**WORK REQUEST:** Repeat each line of the material exactly.
------ INPUT ------
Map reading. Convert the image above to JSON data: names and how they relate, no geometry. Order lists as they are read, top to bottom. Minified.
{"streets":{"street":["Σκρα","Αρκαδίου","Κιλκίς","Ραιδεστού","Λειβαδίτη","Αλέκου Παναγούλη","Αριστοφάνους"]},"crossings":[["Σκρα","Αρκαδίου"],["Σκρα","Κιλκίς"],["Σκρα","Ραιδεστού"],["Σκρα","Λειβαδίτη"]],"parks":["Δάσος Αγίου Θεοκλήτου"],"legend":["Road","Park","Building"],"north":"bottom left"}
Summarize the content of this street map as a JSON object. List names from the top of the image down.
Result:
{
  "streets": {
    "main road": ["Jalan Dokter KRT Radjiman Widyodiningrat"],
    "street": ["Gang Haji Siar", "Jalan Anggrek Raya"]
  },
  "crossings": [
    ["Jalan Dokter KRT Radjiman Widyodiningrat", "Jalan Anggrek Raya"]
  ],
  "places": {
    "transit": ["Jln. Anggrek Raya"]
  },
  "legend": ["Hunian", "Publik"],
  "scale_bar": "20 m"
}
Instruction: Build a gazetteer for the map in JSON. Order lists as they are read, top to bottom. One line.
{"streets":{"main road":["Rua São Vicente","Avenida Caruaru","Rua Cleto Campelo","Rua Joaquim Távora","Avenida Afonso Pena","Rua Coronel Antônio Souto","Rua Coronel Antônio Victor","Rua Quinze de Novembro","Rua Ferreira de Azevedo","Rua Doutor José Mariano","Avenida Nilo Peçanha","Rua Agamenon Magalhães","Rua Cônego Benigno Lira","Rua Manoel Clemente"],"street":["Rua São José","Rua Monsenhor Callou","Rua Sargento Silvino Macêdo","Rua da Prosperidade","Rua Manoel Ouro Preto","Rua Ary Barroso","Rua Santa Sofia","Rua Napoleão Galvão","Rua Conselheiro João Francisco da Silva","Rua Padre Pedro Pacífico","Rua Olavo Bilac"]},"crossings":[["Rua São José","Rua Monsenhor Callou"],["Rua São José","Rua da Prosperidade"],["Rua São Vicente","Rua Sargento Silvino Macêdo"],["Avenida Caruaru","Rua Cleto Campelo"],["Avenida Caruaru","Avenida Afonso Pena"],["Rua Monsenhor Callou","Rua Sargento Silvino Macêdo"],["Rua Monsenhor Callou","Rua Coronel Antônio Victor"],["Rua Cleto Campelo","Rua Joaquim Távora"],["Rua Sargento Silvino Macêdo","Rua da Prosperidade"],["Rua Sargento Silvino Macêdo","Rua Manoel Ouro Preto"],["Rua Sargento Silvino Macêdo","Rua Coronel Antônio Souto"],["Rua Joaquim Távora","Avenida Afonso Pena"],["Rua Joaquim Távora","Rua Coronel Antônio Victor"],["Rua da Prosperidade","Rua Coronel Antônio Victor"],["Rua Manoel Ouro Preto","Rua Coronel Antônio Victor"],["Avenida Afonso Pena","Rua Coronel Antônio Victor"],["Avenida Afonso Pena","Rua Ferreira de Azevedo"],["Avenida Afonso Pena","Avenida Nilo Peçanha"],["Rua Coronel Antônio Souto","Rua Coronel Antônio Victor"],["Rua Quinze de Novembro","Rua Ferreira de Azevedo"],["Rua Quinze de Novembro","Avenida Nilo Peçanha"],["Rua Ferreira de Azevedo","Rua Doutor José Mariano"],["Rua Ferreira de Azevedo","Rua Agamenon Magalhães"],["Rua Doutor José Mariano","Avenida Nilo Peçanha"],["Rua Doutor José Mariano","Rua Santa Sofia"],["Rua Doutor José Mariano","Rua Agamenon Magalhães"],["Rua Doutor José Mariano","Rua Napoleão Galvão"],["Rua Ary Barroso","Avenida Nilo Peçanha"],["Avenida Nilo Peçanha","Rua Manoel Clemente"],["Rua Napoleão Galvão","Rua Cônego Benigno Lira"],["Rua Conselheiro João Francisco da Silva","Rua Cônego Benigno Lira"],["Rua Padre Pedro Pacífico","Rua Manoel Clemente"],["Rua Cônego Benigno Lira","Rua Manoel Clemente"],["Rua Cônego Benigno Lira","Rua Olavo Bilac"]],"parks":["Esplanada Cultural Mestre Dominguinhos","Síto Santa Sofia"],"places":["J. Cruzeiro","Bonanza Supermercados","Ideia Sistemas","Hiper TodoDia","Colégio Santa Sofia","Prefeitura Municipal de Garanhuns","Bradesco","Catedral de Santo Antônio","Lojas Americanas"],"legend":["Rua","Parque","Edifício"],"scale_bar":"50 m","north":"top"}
------
**EXPECTED OUTPUT:**
Map reading. Convert the image above to JSON data: names and how they relate, no geometry. Order lists as they are read, top to bottom. Minified.
{"streets":{"street":["Σκρα","Αρκαδίου","Κιλκίς","Ραιδεστού","Λειβαδίτη","Αλέκου Παναγούλη","Αριστοφάνους"]},"crossings":[["Σκρα","Αρκαδίου"],["Σκρα","Κιλκίς"],["Σκρα","Ραιδεστού"],["Σκρα","Λειβαδίτη"]],"parks":["Δάσος Αγίου Θεοκλήτου"],"legend":["Road","Park","Building"],"north":"bottom left"}
Summarize the content of this street map as a JSON object. List names from the top of the image down.
Result:
{
  "streets": {
    "main road": ["Jalan Dokter KRT Radjiman Widyodiningrat"],
    "street": ["Gang Haji Siar", "Jalan Anggrek Raya"]
  },
  "crossings": [
    ["Jalan Dokter KRT Radjiman Widyodiningrat", "Jalan Anggrek Raya"]
  ],
  "places": {
    "transit": ["Jln. Anggrek Raya"]
  },
  "legend": ["Hunian", "Publik"],
  "scale_bar": "20 m"
}
Instruction: Build a gazetteer for the map in JSON. Order lists as they are read, top to bottom. One line.
{"streets":{"main road":["Rua São Vicente","Avenida Caruaru","Rua Cleto Campelo","Rua Joaquim Távora","Avenida Afonso Pena","Rua Coronel Antônio Souto","Rua Coronel Antônio Victor","Rua Quinze de Novembro","Rua Ferreira de Azevedo","Rua Doutor José Mariano","Avenida Nilo Peçanha","Rua Agamenon Magalhães","Rua Cônego Benigno Lira","Rua Manoel Clemente"],"street":["Rua São José","Rua Monsenhor Callou","Rua Sargento Silvino Macêdo","Rua da Prosperidade","Rua Manoel Ouro Preto","Rua Ary Barroso","Rua Santa Sofia","Rua Napoleão Galvão","Rua Conselheiro João Francisco da Silva","Rua Padre Pedro Pacífico","Rua Olavo Bilac"]},"crossings":[["Rua São José","Rua Monsenhor Callou"],["Rua São José","Rua da Prosperidade"],["Rua São Vicente","Rua Sargento Silvino Macêdo"],["Avenida Caruaru","Rua Cleto Campelo"],["Avenida Caruaru","Avenida Afonso Pena"],["Rua Monsenhor Callou","Rua Sargento Silvino Macêdo"],["Rua Monsenhor Callou","Rua Coronel Antônio Victor"],["Rua Cleto Campelo","Rua Joaquim Távora"],["Rua Sargento Silvino Macêdo","Rua da Prosperidade"],["Rua Sargento Silvino Macêdo","Rua Manoel Ouro Preto"],["Rua Sargento Silvino Macêdo","Rua Coronel Antônio Souto"],["Rua Joaquim Távora","Avenida Afonso Pena"],["Rua Joaquim Távora","Rua Coronel Antônio Victor"],["Rua da Prosperidade","Rua Coronel Antônio Victor"],["Rua Manoel Ouro Preto","Rua Coronel Antônio Victor"],["Avenida Afonso Pena","Rua Coronel Antônio Victor"],["Avenida Afonso Pena","Rua Ferreira de Azevedo"],["Avenida Afonso Pena","Avenida Nilo Peçanha"],["Rua Coronel Antônio Souto","Rua Coronel Antônio Victor"],["Rua Quinze de Novembro","Rua Ferreira de Azevedo"],["Rua Quinze de Novembro","Avenida Nilo Peçanha"],["Rua Ferreira de Azevedo","Rua Doutor José Mariano"],["Rua Ferreira de Azevedo","Rua Agamenon Magalhães"],["Rua Doutor José Mariano","Avenida Nilo Peçanha"],["Rua Doutor José Mariano","Rua Santa Sofia"],["Rua Doutor José Mariano","Rua Agamenon Magalhães"],["Rua Doutor José Mariano","Rua Napoleão Galvão"],["Rua Ary Barroso","Avenida Nilo Peçanha"],["Avenida Nilo Peçanha","Rua Manoel Clemente"],["Rua Napoleão Galvão","Rua Cônego Benigno Lira"],["Rua Conselheiro João Francisco da Silva","Rua Cônego Benigno Lira"],["Rua Padre Pedro Pacífico","Rua Manoel Clemente"],["Rua Cônego Benigno Lira","Rua Manoel Clemente"],["Rua Cônego Benigno Lira","Rua Olavo Bilac"]],"parks":["Esplanada Cultural Mestre Dominguinhos","Síto Santa Sofia"],"places":["J. Cruzeiro","Bonanza Supermercados","Ideia Sistemas","Hiper TodoDia","Colégio Santa Sofia","Prefeitura Municipal de Garanhuns","Bradesco","Catedral de Santo Antônio","Lojas Americanas"],"legend":["Rua","Parque","Edifício"],"scale_bar":"50 m","north":"top"}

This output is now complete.